Touring – reviewed at Birmingham Hippodrome
Guest reviewer: Emily Cliff
From great American novel to star-casted film to Tony Award-nominated Broadway musical, Alison Walker’s The Color Purple has seen many formats over the years. A hard-hitting musical at the best of times, and a musical that needs passion, love and a cast to carry the story above and beyond. Like many in the audience, my only experience of this gut-wrenching story has either been with the book taught and analysed in schools or the 2015 new Broadway cast recording starring Cynthia Erivo and Jenifer Hudson – this new staging of the infamous musical is just as breathtaking as every adaptation I have come into contact with.

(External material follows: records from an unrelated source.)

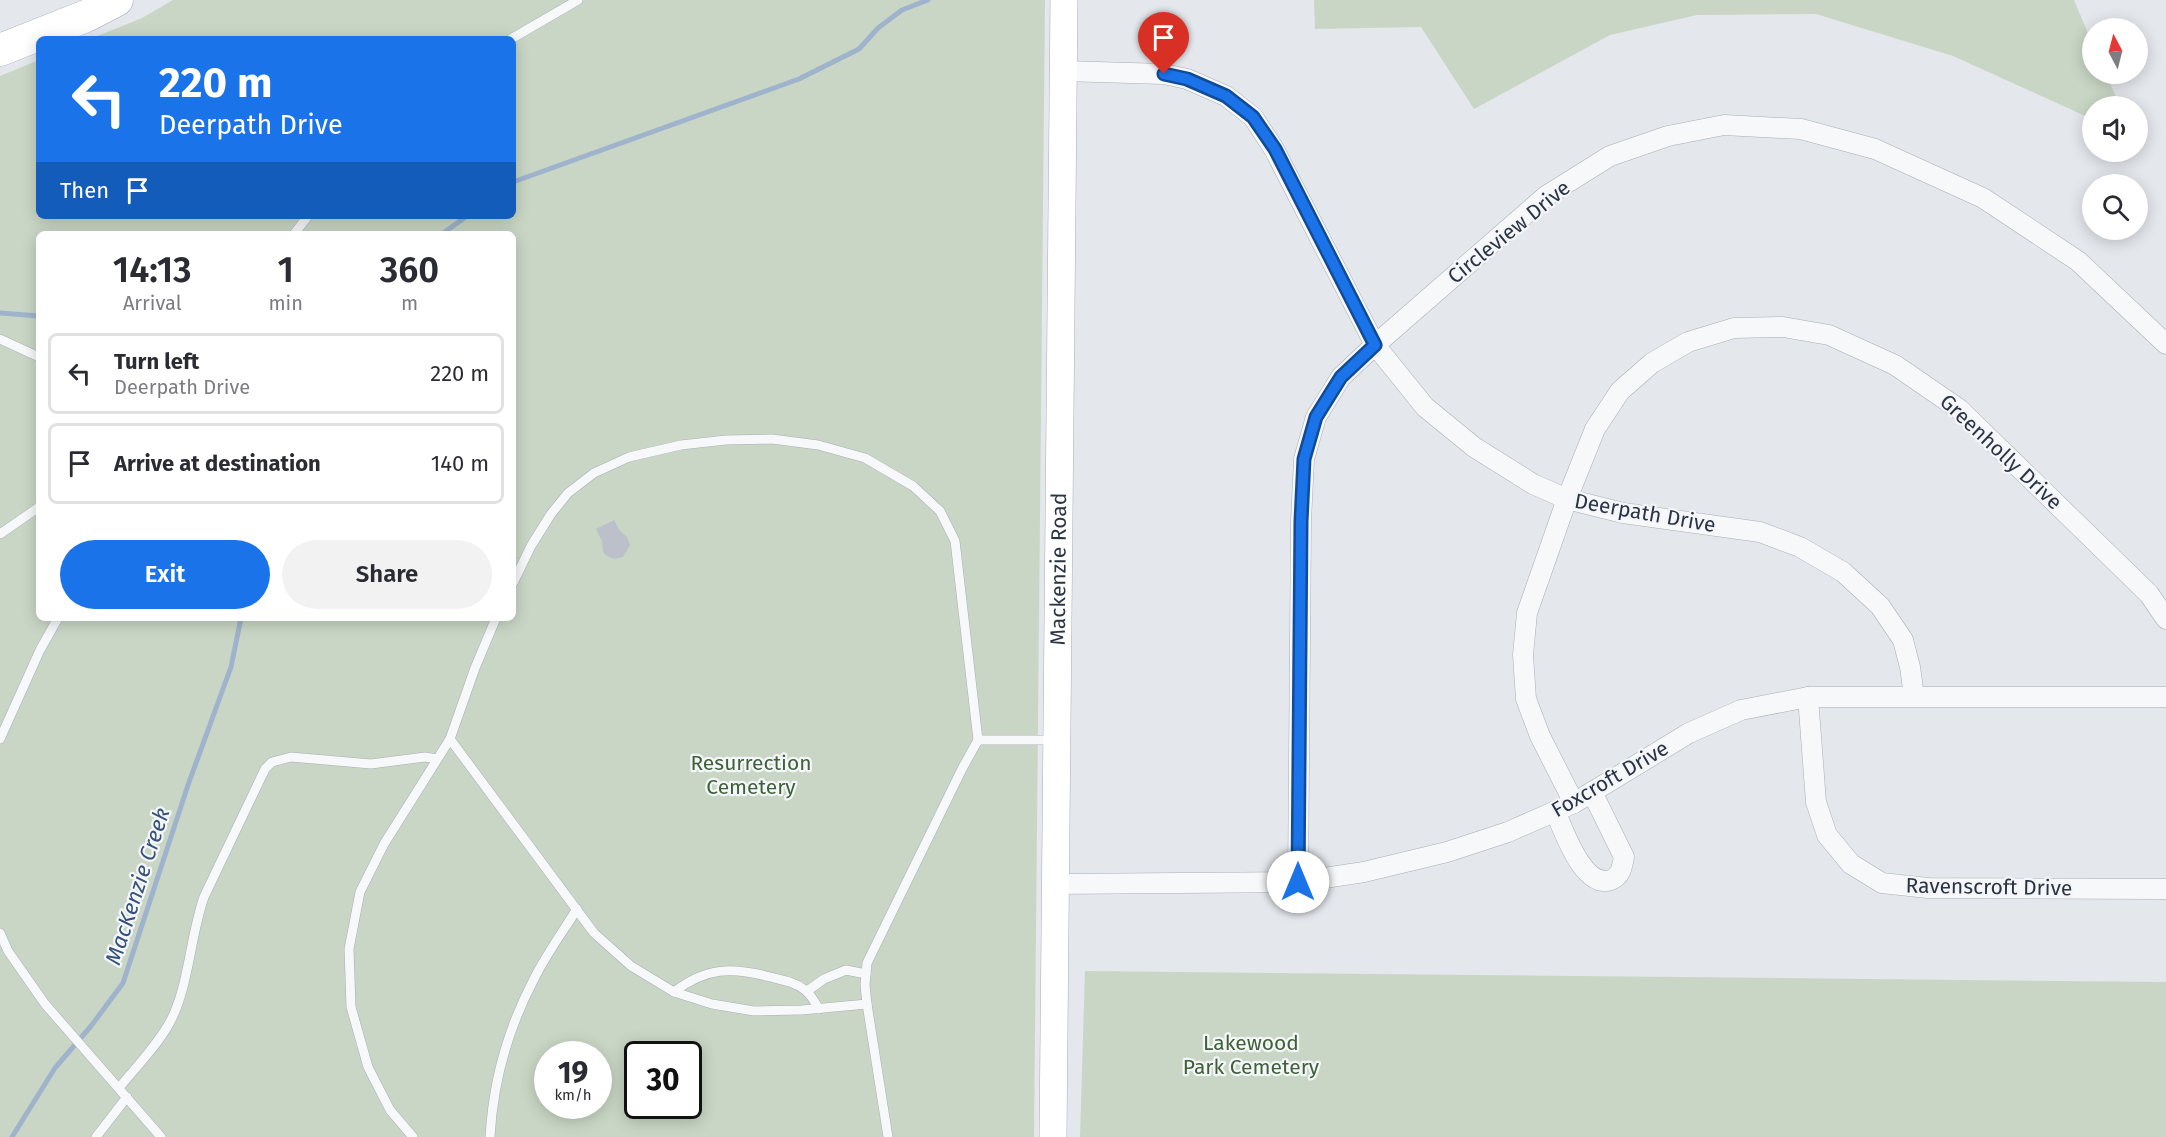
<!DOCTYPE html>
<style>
:root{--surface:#fff;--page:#f2f2f3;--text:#2b2b33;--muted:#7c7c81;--line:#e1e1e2;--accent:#1a73e8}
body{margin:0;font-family:"Fira Sans",sans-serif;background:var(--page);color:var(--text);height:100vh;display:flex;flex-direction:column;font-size:22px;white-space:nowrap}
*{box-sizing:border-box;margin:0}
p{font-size:20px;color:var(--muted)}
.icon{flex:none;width:33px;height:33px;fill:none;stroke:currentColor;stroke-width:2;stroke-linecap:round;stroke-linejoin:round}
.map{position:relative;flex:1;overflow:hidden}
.drawer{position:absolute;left:36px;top:231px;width:480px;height:390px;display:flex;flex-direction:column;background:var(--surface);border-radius:9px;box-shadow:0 3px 15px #0003}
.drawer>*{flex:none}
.guide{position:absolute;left:36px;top:36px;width:480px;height:183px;border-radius:9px;box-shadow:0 3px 15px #0003;background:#1a73e8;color:#fff;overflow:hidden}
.needle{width:39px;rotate:353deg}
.fabs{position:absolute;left:2082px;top:18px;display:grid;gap:12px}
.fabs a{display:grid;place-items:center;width:66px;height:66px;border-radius:50%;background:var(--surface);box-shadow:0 3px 15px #0003;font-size:30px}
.speed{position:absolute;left:534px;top:1041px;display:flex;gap:12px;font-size:30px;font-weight:700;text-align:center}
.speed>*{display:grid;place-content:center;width:78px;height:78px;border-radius:50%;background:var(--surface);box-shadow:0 3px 15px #0003;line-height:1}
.speed small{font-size:15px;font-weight:400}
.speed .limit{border:3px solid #111;border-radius:9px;background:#fff;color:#111}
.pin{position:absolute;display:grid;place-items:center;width:51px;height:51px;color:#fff;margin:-62px -26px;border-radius:50% 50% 50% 0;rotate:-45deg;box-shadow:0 0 6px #0007}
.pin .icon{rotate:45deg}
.me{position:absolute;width:66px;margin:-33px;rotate:0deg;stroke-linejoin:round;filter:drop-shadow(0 0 4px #0008)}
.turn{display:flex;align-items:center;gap:21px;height:126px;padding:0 24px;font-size:27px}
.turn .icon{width:78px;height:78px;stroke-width:2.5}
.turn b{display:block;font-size:42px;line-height:51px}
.then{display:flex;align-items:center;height:57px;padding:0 24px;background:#0003;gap:12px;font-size:22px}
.eta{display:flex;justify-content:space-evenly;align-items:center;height:102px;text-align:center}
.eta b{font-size:36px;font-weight:600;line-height:42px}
.primary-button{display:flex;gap:12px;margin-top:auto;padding:12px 24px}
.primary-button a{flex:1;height:69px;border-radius:36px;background:var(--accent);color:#fff;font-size:24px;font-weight:600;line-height:69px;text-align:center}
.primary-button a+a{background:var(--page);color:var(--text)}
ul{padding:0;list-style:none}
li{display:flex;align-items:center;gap:18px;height:81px;margin:0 12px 9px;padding:0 12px;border:3px solid var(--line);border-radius:9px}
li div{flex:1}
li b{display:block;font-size:22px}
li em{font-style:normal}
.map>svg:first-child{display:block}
</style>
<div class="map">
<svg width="2166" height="1137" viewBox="0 0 2166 1137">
<rect width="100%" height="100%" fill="#e4e7ec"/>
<!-- green -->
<g fill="#c9d6c5" fill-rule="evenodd">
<path d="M173 0H1045L1034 1137H0V76L39 60V216H513V39H90L142 18ZM39 234H513V618H39ZM548 1054H598V1106H548ZM638 1054H688V1106H638Z"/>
<polygon points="1314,0 2074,0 2092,43 2092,74 2106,74 2120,106 2092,106 2092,119 1953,56 1816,14 1697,15 1610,35 1474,109 1421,27 1315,29"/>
<polygon points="1085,971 2166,982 2166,1137 1080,1137"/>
</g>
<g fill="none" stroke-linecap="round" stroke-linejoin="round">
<!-- stream -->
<g stroke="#9fb4cc" stroke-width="5">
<polyline points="513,182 799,79 859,49 878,28 902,10 928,0"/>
<polyline points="442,234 467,216"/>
<polyline points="0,313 39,316"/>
<polyline points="12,1137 55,1068 91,1026 123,983 188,785 231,667 241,618"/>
</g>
</g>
<!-- building -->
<polygon fill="#bbc0ca" points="614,520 620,531 627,537 630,545 623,557 614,559 605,555 603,551 602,541 596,529"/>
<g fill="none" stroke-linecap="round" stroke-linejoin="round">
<defs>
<g id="service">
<polyline points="511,39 578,0"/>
<polyline points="294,234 308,216"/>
<polyline points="0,339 39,357"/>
<polyline points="0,534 39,507"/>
<polyline points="513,583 531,546 551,514 568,493 594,473 629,457 681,445 726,440 772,439 818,445 865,458 913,486 940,511 955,541 978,740 962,769 867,963 865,985 867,1004 888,1137"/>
<polyline points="0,739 40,650 58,618"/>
<polyline points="450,739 594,933 631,966 674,992 712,1004 754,1011 802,1010 867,1004"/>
<polyline points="978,740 1055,740"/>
<polyline points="0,933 8,951 45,1004 161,1137"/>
<polyline points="807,991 824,979 846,970 866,974"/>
<path d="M674 992C706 967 732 967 770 977 782 980 795 982 805 990 811 994 815 1003 819 1009"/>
<path d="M119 1088C136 1067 157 1046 170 1022 189 986 190 937 204 897L265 769 272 762 291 757 371 764 425 757 437 759"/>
<polyline points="96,1137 127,1097"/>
<polyline points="413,1137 390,1110 368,1067 351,1007 349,949 360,892 384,844 450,739 475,668 496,618"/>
<path d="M490 1137C493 1083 508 1029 533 981 545 956 562 933 577 909"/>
</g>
<g id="minor">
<polyline points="1063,71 1164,74 1187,79 1226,96 1253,117 1274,149 1375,345 1425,407 1474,447 1533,484 1567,499 1623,513 1760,532 1800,547 1843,572 1880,606 1903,640 1910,667 1914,696"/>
<polyline points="1808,697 1816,802 1827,835 1851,864 1882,883 1928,888 2166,889"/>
<polyline points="1574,803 1540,736 1526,699 1523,655 1527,613 1567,499 1595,429 1620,391 1652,363 1688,342 1734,328 1783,327 1829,335 1895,365 1959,409 2149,594 2166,619"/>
<path d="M1555 811C1564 831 1583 889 1611 880 1621 876 1622 867 1624 857L1592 792"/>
<polyline points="1298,882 1301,521 1304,459 1316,417 1341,377 1375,345 1546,196 1610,156 1668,136 1724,125 1801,129 1875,149 1983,198 2078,261 2166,344"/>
<polyline points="1055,884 1298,882 1364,872 1447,852 1508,832 1574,803 1689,733 1741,710 1808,697 2166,697"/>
</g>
<g id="secondary">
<path id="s1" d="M1053 1137 1064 0"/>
</g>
<polyline id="primary" points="0,50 86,16 117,0"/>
</defs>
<!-- service casing -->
<use href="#service" stroke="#a9aeb7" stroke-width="10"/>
<!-- minor casing -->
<use href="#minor" stroke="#a9aeb7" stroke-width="21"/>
<!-- secondary casing -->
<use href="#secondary" stroke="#a9aeb7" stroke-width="28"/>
<!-- primary casing -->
<use href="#primary" stroke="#a3abb8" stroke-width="33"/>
<!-- service -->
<use href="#service" stroke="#f7f8fa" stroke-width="9"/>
<!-- minor -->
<use href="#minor" stroke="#f7f8fa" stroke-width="20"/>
<!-- secondary -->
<use href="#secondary" stroke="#fff" stroke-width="27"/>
<!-- primary -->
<use href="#primary" stroke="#fff" stroke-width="32"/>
</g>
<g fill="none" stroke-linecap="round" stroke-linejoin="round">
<defs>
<polyline id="route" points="1164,74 1187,79 1226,96 1253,117 1275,149 1375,345 1341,377 1316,417 1304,459 1301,521 1298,882"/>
</defs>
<!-- route casing -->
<use href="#route" stroke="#114b97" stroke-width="15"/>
<!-- route -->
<use href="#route" stroke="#1a73e8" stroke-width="10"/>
</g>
<g text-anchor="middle" stroke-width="4.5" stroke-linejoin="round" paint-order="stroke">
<!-- street labels -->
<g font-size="21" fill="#2b3445" stroke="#f4f6f9">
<text transform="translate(1509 232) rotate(-39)" y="7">Circleview Drive</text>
<text transform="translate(2001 452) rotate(43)" y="7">Greenholly Drive</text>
<text transform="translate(1645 513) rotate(10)" y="7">Deerpath Drive</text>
<text dy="7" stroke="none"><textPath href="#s1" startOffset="568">Mackenzie Road</textPath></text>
<text transform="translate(1610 779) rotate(-30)" y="7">Foxcroft Drive</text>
<text transform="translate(1989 887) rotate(1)" y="7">Ravenscroft Drive</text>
</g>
<!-- park labels -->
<g font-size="21" fill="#3f6138" stroke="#f4f6f9">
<text x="751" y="770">Resurrection<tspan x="751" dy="24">Cemetery</tspan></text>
<text x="1251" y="1050">Lakewood<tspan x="1251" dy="24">Park Cemetery</tspan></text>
</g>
<!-- water labels -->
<g font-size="22" font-style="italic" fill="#34527a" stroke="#f4f6f9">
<text transform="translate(137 886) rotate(-72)" y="8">MacKenzie Creek</text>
</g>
</g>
</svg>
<div class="fabs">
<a><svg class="needle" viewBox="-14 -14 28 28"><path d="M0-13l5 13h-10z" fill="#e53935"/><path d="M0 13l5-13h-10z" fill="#7c7c81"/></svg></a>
<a><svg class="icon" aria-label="sound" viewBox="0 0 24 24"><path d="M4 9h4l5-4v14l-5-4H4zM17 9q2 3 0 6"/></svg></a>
<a><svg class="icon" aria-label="search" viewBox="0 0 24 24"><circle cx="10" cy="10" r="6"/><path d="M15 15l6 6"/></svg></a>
</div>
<div class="speed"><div>19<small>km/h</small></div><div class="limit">30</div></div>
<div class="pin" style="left:1164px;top:74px;background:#d93025"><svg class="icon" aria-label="arrive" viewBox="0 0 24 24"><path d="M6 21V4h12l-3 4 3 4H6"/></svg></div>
<svg class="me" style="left:1298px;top:882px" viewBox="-20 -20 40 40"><circle r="19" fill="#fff"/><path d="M0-13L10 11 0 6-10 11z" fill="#1a73e8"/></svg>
<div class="guide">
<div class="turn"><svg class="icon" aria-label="left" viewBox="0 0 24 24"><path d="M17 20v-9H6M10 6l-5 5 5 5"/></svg><div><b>220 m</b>Deerpath Drive</div></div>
<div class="then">Then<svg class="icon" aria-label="arrive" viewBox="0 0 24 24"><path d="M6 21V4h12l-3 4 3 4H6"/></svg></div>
</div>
<section class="drawer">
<div class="eta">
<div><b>14:13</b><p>Arrival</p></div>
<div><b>1</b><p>min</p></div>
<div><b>360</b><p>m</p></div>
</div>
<ul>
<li><svg class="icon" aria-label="left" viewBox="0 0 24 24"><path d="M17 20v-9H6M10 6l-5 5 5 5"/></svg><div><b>Turn left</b><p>Deerpath Drive</p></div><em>220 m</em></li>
<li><svg class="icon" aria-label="arrive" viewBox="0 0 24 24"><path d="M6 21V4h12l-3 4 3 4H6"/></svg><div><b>Arrive at destination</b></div><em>140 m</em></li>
</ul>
<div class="primary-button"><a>Exit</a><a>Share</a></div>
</section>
</div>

With a fantastic set designed by Alex Lowde, the show is a visual masterpiece from the very beginning. Simple alcoves built into the wider stage transform the sets completely and the clever use of projection onto the timber background give the stage that rustic southern American feel to it. The first look at costumes in the opening number demonstrates that this show truly cares about doing both the book and the original Broadway show justice but also showing us that it is also trying to be its own individual staging.
For those who don’t know, The Color Purple tells the harrowing story of a woman silenced, shunned and shut away; abused by her stepfather and even more so by her husband, Celie’s life has been far from easy. The musical tells a story of resilience and the importance of standing up and keeping the faith. Me’sha Bryan is simply mesmerising as Celie and her voice is powerful throughout the show. However, when it comes to the infamous power ballad ‘I’m Here’ Bryan almost makes herself too small for the stage. Her voice is extremely powerful and her performance as Celie is awe-inspiring and simply magnetic – I truly believe that she will be one of the biggest stars in musical theatre to come – but she needs to fill and own the stage a little more when that song comes and not shy away from it.
Anelisa Lamola’s Sofia is just as spicy and punchy as anyone could hope for. Taking the character in her stride and truly making it her own and delivering it with power and determination. Another notable performance is Bree Smith as Shug, delivering the performance as gracefully as her character, teaching everyone in the audience some valuable life lessons.
Portraying Mister is Ako Mitchell. A tough role to perform and really do justice yet Mitchell does just that. The role of Mister is incredibly hard to nail when you consider everything, on the one hand, you hate him from the very beginning for putting Celie through such hell and abuse; from that along it is hard to recover, but when he gets his redemption Mitchell can show the audience the vulnerable side of a character we never even thought we could stand to like.
Overall this production of The Color Purple was simply beautiful. There wasn’t a dry eye in the theatre at the end. Supported by an all-powerful cast this production is bound for a London, maybe even a West End transfer by the end of the tour. Inspirational, gut-wrenching and emotional everyone needs to see this story of love and faith at least once.